Walter Olson over at City Journal and his blog,, has uncovered a frightening and probably unintended effect of the Consumer Product Safety Improvement Act of 2008.  Children’s books made before 1985 are essentially being removed from the market.  Olson writes:

“under a law Congress passed last year aimed at regulating hazards in children’s products, the federal government has now advised that children’s books published before 1985 should not be considered safe and may in many cases be unlawful to sell or distribute. Merchants, thrift stores, and booksellers may be at risk if they sell older volumes, or even give them away, without first subjecting them to testing—at prohibitive expense. Many used-book sellers, consignment stores, Goodwill outlets, and the like have accordingly begun to refuse new donations of pre-1985 volumes, yank existing ones off their shelves, and in some cases discard them en masse.”

He continues:

“CPSIA imposed tough new limits on lead in any products intended for use by children aged 12 or under, and made those limits retroactive: that is, goods manufactured before the law passed cannot be sold on the used market (even in garage sales or on eBay) if they don’t conform…. Not until 1985 did it become unlawful to use lead pigments in the inks, dyes, and paints used in children’s books. Before then—and perhaps particularly in the great age of children’s-book illustration that lasted through the early twentieth century—the use of such pigments was not uncommon, and testing can still detect lead residues in books today. This doesn’t mean that the books pose any hazard to children. While lead poisoning from other sources, such as paint in old houses, remains a serious public health problem in some communities, no one seems to have been able to produce a single instance in which an American child has been made ill by the lead in old book illustrations—not surprisingly, since unlike poorly maintained wall paint, book pigments do not tend to flake off in large lead-laden chips for toddlers to put into their mouths.”

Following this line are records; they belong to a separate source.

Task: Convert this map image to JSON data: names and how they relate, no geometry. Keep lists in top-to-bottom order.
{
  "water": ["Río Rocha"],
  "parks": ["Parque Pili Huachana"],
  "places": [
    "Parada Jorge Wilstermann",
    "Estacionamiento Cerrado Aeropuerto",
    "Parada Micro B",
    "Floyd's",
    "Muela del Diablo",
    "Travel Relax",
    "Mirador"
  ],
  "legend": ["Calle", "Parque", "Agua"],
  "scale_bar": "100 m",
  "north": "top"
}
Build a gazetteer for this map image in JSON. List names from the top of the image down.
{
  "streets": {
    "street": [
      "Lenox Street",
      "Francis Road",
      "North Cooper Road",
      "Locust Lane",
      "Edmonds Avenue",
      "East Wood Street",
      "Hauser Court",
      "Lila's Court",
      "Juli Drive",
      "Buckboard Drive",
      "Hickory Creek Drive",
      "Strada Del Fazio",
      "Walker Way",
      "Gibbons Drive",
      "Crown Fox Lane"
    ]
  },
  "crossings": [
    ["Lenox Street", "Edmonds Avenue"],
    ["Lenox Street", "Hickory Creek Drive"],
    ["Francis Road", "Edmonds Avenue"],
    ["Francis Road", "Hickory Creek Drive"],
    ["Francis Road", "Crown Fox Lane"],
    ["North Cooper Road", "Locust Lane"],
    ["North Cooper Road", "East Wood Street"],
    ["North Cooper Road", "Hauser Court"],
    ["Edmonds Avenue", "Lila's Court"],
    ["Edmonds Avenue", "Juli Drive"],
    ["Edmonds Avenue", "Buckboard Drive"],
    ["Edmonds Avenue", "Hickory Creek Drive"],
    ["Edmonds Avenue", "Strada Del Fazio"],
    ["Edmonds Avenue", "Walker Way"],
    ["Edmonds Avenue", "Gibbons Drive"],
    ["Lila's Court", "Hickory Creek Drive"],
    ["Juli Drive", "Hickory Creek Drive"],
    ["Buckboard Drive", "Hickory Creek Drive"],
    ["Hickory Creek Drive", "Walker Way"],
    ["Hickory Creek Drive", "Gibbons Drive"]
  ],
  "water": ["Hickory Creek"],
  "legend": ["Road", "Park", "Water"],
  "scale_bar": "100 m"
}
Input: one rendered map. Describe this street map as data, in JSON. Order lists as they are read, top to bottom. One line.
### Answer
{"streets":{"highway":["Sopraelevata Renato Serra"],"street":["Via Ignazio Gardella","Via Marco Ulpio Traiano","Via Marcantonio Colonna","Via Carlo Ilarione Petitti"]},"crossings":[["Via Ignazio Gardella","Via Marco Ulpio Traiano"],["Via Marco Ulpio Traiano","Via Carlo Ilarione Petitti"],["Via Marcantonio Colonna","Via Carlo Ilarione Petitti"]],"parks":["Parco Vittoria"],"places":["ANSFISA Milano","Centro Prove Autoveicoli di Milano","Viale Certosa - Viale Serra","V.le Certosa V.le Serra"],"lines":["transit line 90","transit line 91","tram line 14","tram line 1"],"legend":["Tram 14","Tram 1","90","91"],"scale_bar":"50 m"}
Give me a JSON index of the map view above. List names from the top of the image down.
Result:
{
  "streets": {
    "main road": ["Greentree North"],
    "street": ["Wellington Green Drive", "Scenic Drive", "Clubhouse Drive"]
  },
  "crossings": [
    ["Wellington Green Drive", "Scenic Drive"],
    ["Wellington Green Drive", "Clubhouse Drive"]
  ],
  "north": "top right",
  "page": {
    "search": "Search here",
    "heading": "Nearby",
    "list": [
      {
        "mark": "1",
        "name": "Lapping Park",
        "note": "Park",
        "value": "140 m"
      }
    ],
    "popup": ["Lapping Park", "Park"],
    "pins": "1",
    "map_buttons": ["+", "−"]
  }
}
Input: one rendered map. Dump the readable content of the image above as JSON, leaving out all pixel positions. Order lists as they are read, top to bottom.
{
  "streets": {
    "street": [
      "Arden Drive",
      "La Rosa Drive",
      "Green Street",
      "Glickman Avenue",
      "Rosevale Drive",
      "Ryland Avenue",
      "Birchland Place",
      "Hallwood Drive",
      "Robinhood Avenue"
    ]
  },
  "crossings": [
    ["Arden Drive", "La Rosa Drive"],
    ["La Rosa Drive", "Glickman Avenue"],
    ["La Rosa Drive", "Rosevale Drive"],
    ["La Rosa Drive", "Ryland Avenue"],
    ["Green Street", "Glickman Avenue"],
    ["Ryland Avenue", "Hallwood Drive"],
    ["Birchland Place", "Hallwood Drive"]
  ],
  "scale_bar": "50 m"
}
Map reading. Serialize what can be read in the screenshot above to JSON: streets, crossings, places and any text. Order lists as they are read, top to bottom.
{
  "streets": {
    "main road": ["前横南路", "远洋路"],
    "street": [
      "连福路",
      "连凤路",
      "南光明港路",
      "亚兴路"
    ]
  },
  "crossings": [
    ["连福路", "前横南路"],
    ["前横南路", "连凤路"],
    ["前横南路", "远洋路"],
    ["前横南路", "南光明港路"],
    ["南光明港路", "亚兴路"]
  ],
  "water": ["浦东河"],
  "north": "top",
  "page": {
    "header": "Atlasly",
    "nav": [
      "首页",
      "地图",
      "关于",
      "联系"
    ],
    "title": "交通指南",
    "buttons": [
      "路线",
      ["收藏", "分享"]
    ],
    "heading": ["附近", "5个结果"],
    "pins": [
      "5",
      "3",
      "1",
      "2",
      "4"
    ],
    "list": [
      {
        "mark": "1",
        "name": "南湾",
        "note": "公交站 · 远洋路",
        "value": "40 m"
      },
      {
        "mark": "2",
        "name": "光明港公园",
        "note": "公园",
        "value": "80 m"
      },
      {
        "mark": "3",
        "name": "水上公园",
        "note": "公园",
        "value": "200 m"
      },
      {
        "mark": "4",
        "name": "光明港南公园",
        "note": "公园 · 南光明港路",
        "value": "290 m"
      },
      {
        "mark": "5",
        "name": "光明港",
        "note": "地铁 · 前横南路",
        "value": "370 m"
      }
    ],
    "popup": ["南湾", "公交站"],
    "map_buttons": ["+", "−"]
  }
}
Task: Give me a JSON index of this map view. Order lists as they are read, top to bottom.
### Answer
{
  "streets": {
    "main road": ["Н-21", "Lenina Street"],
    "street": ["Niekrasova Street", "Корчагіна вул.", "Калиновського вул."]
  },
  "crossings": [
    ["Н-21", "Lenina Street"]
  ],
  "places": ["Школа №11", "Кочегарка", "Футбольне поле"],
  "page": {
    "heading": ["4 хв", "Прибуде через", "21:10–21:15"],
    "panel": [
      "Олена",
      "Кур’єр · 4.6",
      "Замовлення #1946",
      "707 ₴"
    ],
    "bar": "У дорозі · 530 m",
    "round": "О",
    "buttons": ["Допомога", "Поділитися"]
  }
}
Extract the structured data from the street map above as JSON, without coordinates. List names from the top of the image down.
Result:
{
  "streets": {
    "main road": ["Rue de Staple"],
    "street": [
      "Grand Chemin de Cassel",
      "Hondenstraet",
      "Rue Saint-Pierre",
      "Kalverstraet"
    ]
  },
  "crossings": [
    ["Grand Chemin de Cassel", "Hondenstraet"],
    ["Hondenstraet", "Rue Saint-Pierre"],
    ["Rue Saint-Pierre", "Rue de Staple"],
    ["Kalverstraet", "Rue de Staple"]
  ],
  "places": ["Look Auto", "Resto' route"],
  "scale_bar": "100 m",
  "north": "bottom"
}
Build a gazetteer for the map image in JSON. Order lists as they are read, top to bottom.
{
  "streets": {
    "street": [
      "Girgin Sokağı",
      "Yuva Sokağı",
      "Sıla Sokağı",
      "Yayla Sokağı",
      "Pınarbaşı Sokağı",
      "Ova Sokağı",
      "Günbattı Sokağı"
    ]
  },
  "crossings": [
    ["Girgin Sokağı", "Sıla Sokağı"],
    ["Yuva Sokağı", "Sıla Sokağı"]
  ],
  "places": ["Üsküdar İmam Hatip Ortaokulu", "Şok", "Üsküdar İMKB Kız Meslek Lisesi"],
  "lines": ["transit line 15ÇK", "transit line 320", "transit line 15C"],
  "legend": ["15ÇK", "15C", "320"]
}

This doesn’t just hit used book-sellers hard, it also applies to any individual trying to sell a book on Ebay and even to public libraries.  We will have to discard countless classic children’s books, many of which are no longer in print, to avoid something that has never been shown to be harmful.

But don’t worry.  I’m sure we won’t actually burn the books.  It might produce harmful toxins!  Instead, I bet we are preparing a facility near Yuca Mountain to safely dispose of Make Way for Ducklings and Anne of Green Gables so those books will no longer harm our children.  Better that they should sit in front of the TV.